How to use the public dataset

PaddlePaddle / PaddleCloud

PaddlePaddle Docker images and K8s operators for PaddleOCR/Detection developers to use on public/private cloud.

Apache License 2.0

284 stars 76 forks source link

How to use the public dataset #125

Open Yancey1989 opened 7 years ago

Yancey1989 commented 7 years ago

Paddlecloud provides some public dataset for the developer.

How to Usage

We can install a cluster_dataset python package in the runtime Docker image, and use it as:

from paddle.cloud.cluster_dataset import mnist
...

trainer.train(reader = mnist.train(), ...)
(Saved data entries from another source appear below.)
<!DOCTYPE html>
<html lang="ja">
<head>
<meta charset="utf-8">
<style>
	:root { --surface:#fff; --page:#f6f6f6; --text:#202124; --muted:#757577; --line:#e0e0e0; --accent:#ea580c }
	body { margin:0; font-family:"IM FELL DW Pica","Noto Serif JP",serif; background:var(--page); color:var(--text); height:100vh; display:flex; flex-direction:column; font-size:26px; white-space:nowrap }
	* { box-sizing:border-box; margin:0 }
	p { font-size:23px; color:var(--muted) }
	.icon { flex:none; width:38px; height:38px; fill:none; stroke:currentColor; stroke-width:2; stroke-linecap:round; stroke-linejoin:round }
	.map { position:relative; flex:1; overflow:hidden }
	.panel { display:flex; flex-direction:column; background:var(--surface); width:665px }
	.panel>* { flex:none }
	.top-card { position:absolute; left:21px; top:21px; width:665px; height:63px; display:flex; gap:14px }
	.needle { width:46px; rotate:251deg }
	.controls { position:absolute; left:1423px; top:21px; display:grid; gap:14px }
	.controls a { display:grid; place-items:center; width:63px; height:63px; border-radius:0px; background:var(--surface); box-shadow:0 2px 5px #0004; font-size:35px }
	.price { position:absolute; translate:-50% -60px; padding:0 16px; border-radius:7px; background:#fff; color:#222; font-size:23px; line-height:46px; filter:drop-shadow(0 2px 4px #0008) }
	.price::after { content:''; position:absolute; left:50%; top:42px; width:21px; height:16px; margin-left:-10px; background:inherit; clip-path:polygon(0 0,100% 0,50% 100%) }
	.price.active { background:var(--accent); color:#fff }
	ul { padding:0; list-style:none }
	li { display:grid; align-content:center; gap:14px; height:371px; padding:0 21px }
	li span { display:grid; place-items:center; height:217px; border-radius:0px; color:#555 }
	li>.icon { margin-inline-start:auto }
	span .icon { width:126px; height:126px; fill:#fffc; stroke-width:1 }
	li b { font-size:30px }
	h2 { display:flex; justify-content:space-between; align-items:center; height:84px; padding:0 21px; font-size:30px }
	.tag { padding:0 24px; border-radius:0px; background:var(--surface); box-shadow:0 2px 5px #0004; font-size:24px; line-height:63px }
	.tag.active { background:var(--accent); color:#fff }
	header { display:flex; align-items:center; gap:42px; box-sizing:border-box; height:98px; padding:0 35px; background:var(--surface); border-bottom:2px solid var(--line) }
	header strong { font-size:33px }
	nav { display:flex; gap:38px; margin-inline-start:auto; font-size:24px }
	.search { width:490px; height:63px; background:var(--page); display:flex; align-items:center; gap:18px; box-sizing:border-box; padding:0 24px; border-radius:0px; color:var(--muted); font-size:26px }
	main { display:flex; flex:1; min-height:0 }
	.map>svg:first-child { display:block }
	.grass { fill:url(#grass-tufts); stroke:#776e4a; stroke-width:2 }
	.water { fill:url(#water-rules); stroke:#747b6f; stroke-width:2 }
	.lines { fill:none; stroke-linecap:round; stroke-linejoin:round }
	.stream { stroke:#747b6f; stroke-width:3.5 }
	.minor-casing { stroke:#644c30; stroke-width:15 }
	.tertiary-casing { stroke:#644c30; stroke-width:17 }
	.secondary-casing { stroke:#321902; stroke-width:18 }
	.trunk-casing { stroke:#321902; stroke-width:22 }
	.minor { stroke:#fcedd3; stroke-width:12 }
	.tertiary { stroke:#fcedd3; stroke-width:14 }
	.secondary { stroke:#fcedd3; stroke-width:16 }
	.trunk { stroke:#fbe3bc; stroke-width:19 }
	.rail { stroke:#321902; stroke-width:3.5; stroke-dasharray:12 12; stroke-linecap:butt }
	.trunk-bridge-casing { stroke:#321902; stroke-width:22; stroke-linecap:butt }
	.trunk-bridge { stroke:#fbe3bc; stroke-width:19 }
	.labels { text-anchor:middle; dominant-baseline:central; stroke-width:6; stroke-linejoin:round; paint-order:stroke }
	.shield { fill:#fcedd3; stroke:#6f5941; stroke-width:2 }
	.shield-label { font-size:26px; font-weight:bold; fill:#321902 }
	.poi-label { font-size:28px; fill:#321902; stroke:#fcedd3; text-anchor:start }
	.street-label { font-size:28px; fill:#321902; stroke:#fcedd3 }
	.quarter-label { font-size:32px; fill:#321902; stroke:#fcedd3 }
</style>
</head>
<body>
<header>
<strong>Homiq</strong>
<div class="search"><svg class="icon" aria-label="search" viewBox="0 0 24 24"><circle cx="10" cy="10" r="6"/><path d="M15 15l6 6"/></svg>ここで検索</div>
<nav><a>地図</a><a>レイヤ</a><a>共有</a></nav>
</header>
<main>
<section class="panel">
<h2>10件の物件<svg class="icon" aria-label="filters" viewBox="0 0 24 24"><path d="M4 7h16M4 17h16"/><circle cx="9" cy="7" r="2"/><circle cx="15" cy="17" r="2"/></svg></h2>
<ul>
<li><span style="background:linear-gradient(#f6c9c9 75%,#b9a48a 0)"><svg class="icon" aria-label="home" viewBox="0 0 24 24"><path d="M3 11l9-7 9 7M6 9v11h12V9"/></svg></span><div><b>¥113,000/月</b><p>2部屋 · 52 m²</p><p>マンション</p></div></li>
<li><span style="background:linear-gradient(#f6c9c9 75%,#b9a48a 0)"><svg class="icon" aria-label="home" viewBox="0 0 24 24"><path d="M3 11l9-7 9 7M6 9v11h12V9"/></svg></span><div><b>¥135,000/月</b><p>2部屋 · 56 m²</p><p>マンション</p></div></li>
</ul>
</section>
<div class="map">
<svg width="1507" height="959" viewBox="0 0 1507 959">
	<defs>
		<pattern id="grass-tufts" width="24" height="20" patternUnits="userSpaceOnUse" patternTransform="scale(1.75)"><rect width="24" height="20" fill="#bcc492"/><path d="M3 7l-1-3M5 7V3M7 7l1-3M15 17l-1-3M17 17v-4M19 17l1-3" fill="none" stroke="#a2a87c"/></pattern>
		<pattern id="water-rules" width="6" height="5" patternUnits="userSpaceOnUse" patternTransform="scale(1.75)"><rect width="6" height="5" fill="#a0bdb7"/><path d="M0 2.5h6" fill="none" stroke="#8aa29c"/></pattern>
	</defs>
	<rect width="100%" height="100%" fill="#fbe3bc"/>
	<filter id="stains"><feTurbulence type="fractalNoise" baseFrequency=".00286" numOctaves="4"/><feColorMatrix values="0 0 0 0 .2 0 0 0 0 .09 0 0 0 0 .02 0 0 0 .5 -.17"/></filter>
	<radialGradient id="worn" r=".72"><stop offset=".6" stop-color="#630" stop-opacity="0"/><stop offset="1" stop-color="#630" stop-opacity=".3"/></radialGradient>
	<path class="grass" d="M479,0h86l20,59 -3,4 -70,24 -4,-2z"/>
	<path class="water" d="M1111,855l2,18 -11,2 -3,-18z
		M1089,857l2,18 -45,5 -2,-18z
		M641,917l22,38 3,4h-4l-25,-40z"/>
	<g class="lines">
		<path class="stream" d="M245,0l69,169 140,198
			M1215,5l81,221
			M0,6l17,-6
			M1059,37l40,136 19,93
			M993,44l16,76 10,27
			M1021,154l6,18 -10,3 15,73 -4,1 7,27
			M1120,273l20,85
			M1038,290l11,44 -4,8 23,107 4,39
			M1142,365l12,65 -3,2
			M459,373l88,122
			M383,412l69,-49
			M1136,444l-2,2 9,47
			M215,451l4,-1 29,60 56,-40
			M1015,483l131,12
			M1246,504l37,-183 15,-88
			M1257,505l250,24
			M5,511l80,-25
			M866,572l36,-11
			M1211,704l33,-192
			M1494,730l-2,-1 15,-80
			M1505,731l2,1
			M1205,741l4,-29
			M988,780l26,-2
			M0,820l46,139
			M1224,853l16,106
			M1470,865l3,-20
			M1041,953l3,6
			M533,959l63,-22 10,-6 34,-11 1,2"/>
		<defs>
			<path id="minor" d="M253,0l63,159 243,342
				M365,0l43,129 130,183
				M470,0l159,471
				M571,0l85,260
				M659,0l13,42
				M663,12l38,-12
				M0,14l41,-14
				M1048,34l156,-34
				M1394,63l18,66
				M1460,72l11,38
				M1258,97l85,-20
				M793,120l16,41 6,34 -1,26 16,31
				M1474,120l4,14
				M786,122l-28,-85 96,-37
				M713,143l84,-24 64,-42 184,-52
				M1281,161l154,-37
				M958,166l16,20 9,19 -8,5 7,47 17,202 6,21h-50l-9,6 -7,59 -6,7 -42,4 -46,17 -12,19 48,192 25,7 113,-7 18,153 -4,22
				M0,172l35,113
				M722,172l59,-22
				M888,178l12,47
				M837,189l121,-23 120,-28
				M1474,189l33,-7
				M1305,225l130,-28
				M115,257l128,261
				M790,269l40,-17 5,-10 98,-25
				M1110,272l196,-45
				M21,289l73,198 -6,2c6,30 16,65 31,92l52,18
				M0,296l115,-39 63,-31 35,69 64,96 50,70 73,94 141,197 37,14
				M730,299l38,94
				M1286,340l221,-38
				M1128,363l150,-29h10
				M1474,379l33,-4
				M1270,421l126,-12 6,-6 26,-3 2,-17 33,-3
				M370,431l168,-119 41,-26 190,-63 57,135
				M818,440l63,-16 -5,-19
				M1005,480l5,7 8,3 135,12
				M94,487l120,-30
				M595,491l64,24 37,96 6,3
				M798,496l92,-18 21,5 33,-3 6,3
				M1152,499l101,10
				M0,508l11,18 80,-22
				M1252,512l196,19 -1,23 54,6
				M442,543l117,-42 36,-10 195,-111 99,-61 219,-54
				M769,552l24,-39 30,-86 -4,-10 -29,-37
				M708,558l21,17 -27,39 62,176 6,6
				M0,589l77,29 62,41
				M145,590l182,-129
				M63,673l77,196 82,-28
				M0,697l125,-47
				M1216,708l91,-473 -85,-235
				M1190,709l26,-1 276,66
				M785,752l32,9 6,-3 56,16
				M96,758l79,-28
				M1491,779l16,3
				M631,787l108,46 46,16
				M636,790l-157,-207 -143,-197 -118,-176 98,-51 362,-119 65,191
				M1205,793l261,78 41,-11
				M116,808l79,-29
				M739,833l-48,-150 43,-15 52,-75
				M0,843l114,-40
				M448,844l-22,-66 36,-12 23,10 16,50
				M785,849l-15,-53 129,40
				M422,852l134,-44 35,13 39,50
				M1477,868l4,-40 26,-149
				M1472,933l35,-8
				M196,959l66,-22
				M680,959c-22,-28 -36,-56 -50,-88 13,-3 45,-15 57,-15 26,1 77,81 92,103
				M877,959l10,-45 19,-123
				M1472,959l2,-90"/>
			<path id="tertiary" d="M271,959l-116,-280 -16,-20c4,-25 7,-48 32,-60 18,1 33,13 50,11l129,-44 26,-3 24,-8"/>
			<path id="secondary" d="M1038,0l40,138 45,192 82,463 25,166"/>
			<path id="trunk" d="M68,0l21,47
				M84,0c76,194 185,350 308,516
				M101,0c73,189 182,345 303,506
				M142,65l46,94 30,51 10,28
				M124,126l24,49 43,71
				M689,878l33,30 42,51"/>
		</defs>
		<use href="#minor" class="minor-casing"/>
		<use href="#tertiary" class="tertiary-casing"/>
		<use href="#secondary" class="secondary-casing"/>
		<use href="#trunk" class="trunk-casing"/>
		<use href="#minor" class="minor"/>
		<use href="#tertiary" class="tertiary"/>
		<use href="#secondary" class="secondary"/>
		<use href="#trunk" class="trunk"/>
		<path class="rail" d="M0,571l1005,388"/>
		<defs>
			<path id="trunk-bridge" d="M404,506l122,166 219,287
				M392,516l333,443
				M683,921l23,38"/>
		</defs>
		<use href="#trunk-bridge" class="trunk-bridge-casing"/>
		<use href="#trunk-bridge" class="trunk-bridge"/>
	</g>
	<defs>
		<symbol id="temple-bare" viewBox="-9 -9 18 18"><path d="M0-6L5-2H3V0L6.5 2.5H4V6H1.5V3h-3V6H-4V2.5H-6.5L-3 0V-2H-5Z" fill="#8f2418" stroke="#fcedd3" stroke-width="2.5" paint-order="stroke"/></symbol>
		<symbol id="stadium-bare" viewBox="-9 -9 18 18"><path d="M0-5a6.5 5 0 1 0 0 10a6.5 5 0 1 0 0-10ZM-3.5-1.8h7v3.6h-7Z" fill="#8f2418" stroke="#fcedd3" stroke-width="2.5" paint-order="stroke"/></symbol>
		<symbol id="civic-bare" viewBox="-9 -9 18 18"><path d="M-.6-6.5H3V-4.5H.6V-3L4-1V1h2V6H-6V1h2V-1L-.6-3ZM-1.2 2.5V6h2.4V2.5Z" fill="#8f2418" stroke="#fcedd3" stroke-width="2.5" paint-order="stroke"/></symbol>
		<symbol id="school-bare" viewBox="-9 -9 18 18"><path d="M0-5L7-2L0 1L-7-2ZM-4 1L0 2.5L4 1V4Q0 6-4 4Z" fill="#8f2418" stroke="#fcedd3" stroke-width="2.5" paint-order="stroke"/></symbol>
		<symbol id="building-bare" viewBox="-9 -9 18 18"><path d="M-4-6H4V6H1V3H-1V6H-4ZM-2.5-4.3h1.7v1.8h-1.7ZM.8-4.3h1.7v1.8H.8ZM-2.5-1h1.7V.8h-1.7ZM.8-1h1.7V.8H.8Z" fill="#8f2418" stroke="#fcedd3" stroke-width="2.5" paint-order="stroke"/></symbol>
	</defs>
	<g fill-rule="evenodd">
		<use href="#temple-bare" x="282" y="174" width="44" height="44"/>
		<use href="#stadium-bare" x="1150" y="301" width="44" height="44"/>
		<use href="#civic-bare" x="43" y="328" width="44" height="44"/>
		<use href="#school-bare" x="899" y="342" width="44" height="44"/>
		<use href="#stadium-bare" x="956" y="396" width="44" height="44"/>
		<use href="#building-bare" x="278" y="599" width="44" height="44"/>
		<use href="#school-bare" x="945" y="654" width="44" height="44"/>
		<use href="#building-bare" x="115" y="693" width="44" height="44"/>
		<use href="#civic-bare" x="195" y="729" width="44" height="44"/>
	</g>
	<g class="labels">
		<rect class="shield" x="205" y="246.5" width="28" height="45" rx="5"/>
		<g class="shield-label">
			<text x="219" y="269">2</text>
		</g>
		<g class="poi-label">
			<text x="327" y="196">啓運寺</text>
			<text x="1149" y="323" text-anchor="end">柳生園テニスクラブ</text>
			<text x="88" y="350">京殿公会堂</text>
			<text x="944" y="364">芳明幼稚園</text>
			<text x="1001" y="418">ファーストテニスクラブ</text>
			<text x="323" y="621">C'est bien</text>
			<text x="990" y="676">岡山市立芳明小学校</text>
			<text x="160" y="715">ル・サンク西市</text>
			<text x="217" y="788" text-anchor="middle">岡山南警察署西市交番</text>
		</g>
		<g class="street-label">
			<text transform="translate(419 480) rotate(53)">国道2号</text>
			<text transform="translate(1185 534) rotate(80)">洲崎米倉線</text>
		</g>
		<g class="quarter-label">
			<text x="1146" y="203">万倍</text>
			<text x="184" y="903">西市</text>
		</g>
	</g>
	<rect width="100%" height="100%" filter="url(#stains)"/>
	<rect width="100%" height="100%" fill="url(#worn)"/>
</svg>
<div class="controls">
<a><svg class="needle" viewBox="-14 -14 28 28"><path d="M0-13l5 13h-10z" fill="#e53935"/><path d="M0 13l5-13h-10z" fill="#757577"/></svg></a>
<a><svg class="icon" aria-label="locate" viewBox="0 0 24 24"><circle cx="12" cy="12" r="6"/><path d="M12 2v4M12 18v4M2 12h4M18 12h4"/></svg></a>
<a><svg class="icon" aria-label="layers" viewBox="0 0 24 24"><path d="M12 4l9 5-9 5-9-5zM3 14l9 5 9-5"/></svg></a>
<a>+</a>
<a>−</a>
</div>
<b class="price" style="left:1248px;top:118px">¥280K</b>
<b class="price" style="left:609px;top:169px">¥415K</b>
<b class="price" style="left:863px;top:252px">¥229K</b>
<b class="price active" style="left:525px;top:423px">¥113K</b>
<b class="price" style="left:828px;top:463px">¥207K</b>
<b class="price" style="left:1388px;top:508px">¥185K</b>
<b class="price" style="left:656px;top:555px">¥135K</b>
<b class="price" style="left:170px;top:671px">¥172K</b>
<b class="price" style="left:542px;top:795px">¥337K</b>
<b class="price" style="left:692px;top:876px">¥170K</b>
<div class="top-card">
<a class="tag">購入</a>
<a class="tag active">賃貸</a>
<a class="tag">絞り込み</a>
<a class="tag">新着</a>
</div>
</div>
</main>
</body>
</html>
How to block the data leakage

Because of developers can upload a trainer python package to the PaddleCloud, so I think the most effective way to block the data leakage is blocking all connections of Kubernetes nodes to the exteranl internal.

typhoonzero commented 7 years ago

This is a security issue, here is several things to consider about:

Can nodes/pods access the internet? Users may need to download dependencies or public data, but also being able to upload public datasets to other places by injecting some code in the reader(). Maybe no internet access from nodes/pods is a good idea.
Users can save training output models to their own cloud storage space and then download the models. This is another possible vulnerability, users can inject code to reader() to save the original data directly to the storage space. We can avoid this by the following ways:
1. Validate the user uploaded program to find.
2. Encrypt public datasets and store the key in a secure place on cloud which can only be read by reader()
We need to know if their's attack occurred. This may be really hard, we can starting from inspecting network bandwidth to inference the unusual traffics.
About network policies. We don't have network policies currently, so one user can sniff around the network or connect to any opened ports in the whole cluster. This may not lead to data leakage directly but still a problem.

wangkuiyi commented 7 years ago

It seems that after networking control, there leaves the following potential leakage path:

User programs should be able to read the data,
User programs should be able to write data to CephFS, and
Users are allowed to upload and download data from CephFS.

How could we prevent data leakage alone above pipeline?

typhoonzero commented 7 years ago

As mentioned above in No.2:

Encrypt public datasets and store the key in a secure place on cloud which can only be read by reader()

More details:

Users must use a special reader to pass public datasets to trainer:

...
trainer.train(reader=paddle.datasets.public.sample.train())
# Users can also use part of the feature columns or filters to get a reader:
trainer.train(reader=paddle.datasets.public.sample.train(fields=[3,4,5], filter=some_func))
...

This reader returns encrypted data which is decrypted by DataProviderConverter or in the c++ side. We need to implement a encrypt tool to encrypt data and upload them to cloud and then implement functions to decrypt, decrypting can not be accessed by users.

Store the encrypt key as a secret storage in kubernetes and keep it secretly.

helinwang commented 7 years ago

Do we allow user to use custom built Paddle? If so, user can easily access the decrypted data by writing a custom layer.

Yancey1989 commented 7 years ago

Do we allow user to use custom built Paddle? If so, user can easily access the decrypted data by writing a custom layer.

Good point, if we allow the user to use a custom Paddle binary file, he/she can always print the decrypted data, @typhoonzero and I discussed this question at yesterday, maybe prevent custom Paddle binary files and prevent custom runtime Docker image is a good choice.